I will reply - but with a strong disclaimer first. This argument is only theoretical, and in the real world (i.e., camping) running without a controller is not ideal.

But, I will state that it is not disastrous either. First, some specifications of a 150 watt panel - the first one that popped up on an Amazon search.

Specifications
Maximum Power: 150W
Optimum Operating Voltage (Vmp): 17.9V
Optimum Operating Current (Imp): 8.38A

This tells us that under ideal conditions this panel can put out 17.9 volts at 8.38 amps. But the key word here is "ideal". There are two contributors to the "ideal" state for the panel. One, obviously, is full summer sun, at 90 degrees and a cool temperature. The second, and less obviously, is the load that the panel is working into. Using the Ohms law of E=IR (voltage=current times resistance) and solving for resistance, we get R=2.14 ohms (using 17.9 v = 8.38 * R).

Simply stated, if the load that the panel sees is exactly 2.14 ohms, the the panel is working at its maximum output.
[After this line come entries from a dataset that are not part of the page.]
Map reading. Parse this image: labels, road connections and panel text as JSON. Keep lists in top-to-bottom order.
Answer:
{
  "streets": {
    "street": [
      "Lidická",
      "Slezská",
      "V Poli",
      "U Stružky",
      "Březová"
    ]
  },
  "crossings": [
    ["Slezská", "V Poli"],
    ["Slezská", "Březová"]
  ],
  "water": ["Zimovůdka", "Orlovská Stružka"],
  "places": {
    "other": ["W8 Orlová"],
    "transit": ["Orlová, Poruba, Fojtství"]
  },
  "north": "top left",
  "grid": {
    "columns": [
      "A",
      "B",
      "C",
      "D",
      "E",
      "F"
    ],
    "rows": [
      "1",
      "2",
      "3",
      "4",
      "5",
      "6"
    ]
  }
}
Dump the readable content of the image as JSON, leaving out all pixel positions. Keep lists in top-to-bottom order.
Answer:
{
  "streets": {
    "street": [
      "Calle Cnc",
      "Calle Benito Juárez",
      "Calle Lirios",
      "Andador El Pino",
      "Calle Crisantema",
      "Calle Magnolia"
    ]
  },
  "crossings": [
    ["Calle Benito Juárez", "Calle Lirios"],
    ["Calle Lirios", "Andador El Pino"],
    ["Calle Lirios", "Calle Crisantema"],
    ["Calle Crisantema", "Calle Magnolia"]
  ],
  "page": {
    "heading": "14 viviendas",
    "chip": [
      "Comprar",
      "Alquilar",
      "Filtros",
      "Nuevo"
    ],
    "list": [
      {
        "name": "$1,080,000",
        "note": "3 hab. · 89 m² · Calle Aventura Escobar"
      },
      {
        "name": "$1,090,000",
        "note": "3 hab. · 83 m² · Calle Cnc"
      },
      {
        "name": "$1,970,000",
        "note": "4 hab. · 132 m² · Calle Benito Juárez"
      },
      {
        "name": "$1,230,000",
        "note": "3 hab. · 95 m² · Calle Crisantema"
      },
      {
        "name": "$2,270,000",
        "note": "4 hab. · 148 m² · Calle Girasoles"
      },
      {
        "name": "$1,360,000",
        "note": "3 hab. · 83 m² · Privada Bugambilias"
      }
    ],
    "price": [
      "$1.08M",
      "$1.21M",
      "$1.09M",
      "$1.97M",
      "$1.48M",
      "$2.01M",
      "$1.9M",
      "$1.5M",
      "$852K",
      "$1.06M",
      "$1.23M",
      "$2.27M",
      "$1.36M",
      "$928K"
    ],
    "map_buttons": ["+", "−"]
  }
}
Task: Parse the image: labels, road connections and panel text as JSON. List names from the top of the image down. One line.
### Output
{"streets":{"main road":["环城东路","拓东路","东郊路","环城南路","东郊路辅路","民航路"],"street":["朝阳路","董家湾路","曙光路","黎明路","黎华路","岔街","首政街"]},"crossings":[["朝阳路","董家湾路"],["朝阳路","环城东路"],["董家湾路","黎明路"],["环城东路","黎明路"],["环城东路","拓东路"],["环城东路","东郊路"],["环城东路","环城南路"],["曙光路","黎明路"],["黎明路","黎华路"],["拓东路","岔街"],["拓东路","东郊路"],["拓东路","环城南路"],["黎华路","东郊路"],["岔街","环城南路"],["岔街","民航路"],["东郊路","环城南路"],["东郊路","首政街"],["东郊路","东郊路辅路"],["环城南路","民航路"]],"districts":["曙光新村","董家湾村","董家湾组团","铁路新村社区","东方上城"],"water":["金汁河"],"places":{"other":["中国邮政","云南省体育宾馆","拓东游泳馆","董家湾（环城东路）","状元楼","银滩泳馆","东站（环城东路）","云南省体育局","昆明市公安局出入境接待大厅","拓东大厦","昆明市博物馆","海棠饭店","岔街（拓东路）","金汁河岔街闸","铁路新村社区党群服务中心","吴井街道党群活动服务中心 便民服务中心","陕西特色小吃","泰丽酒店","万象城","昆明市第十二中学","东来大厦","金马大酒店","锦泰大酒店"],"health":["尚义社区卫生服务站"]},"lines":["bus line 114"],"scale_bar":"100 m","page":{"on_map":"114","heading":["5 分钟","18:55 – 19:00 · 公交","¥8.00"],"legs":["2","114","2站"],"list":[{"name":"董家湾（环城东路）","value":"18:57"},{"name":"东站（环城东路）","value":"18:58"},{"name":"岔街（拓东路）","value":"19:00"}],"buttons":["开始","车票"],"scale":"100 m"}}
Back to the real world. A discharged lead acid battery, say to the 50% point, is a much lower resistance. Attaching a voltage source that can supply 8.38 amps to a "lower resistance" must, by the Ohms law, have a voltage drop that satisfies the equation. (I have seen various figures like 0.05 ohms but take those numbers with a large grain of salt.) What counts is that the large voltage drop can be observed easily.

Using my current controlled battery charger and my trolling motor battery as an example: I can set the output to 20 volts and the amp limit to 10 amps. When hooked up to the discharged battery the voltage drops to around 12 volts - because the charger is not allowed (or "can't") supply more than 10 amps. Over a period of hours the voltage slowly rises as the battery charges, and would, at some point exceed the recommendations for the battery in question. Since I am watching closely I can make adjustments and prevent battery damage This is exactly what we are trying to accomplish with a solar regulator.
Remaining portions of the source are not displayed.